I have heard arguments offered that the same responses to extenuating circumstances can be had in CiV, it's just that you have to do it in a different way: that the Decision-making reflected in Slider movement can also be made in a set of longer-term decisions one makes in CiV. For me, this outlook is lacking. There have been tools that societies have been able to use-for as long as there have been civilizations-for their leaders to suddenly-and with a zeal and effectiveness different from those of their everyday prescriptions and exhortations-change and marshall the attentions, tastes, efforts-and even the very "Geshtalt" of their peoples, in order to meet the sudden Existential challenge, be it a Scientific Challenge (US/Soviet Space Race), a Pandemic, or any number of sudden, unforeseen, but undeniably grave Military Crises popping up on that society's borders-all threatening to sweep that society away if it does not-right then and there-do a complete about face and change it's very character-even if only temporarily, for the duration of the crisis-in order to live to see another day.

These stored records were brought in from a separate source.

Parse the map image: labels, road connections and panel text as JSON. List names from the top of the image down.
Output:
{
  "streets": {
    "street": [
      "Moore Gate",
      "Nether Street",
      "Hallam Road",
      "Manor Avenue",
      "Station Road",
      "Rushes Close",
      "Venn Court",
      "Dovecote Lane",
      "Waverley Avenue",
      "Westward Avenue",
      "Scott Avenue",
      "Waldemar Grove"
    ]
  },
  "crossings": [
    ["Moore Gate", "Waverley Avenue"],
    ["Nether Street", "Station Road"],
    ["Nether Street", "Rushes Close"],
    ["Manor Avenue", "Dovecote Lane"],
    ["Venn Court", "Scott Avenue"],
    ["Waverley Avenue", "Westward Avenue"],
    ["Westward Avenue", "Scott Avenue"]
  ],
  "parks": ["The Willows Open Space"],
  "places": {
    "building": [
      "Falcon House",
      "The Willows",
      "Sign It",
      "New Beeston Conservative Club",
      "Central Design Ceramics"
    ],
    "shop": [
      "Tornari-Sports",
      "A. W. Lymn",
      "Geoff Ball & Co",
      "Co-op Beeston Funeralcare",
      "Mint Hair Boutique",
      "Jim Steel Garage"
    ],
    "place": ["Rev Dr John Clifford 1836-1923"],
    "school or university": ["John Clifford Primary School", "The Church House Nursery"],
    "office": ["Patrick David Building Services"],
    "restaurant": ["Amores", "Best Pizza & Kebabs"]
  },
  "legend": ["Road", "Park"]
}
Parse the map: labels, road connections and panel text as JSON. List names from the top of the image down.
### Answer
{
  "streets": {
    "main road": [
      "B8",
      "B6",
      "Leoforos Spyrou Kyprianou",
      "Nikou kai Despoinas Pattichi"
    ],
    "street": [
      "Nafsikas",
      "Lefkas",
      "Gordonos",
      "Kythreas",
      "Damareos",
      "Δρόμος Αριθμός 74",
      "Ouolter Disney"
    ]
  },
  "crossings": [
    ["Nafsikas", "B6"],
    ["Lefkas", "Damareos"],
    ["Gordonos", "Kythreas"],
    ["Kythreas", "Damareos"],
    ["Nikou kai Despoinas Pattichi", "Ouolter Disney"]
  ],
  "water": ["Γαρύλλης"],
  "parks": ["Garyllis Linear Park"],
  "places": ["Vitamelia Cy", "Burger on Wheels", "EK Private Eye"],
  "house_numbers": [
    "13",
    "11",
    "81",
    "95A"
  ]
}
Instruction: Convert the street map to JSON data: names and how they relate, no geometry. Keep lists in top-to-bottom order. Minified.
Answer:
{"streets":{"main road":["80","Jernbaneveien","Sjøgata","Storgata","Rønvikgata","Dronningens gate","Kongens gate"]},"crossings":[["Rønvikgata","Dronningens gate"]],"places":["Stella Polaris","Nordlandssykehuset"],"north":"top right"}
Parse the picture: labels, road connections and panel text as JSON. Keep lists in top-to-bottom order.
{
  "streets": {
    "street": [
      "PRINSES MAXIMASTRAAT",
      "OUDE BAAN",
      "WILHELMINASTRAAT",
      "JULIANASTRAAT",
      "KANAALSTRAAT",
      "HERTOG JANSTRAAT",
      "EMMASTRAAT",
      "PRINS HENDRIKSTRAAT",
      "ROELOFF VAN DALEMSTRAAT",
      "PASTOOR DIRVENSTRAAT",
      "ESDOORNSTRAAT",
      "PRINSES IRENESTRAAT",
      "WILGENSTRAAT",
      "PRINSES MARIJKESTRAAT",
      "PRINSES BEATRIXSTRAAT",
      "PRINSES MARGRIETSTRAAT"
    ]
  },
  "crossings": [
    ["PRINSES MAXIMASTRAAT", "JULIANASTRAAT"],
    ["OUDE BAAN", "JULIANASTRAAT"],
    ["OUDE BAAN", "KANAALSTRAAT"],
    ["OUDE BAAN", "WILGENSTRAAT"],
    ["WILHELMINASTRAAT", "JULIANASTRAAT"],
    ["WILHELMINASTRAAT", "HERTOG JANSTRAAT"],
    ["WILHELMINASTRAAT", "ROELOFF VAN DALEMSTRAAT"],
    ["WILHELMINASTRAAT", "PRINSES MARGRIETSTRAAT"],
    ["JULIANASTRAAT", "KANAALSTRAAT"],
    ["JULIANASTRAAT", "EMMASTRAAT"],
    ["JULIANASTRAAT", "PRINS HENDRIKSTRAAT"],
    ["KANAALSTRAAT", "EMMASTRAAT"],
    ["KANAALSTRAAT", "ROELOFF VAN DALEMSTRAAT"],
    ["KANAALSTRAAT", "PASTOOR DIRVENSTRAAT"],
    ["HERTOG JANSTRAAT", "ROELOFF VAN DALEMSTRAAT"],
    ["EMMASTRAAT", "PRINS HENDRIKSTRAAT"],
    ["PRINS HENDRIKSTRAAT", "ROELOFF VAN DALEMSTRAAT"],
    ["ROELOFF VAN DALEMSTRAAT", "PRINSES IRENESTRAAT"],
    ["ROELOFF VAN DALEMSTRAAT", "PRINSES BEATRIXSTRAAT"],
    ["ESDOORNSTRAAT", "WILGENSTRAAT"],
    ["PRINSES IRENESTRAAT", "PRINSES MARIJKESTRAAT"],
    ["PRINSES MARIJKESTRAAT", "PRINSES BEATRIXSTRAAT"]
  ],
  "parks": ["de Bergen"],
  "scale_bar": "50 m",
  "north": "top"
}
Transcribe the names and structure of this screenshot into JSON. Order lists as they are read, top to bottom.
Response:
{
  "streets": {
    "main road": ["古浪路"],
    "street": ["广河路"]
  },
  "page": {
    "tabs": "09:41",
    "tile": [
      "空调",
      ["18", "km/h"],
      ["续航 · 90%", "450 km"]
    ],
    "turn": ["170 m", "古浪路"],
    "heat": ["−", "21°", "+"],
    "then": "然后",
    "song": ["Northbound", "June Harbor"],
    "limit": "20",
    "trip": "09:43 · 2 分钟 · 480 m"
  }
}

This is why I love Sliders-of course, a huge part of the Economic model of all previous Civ incarnations-miss them in CiV, and pray for there re-introduction in Civ VI
 
Originally Posted by OnceAKing

"Another aspect that would be more rewarding would be to make social policies create DRASTICALLY different governments. For example if I start out as LIBERTY. I shouldn't be a benevolent dictator. I should be subject to what my citizens want whether their blood thirsty or passive, hungry for more luxuries or just hungry. I should be forced to do things.

But on the flip side if I go tradition I should have complete control over government but I should have a hard stern limitation on growth or happiness because citizens have no say in government.

If I go Honor. I should live in a society in which war is constant or inevitable. If I'm not winning battles my economy and happiness should suffer. I was watching a bunch of documentaries on Rome. And that component was INGRAINED in their society. They had to be PERPETUALLY at war or their economy would stagnate and their society would devolve into civil war. That should be ever present in CIV as well.

Overall a simple tax system would do wonders to the game. It would be awesome if it would very from city to city. Meaning if you tax a conquered territory it might be harder to quell unrest but you still need to keep fueling the war engine."

I love this guy's ideas. I have had similar in the past.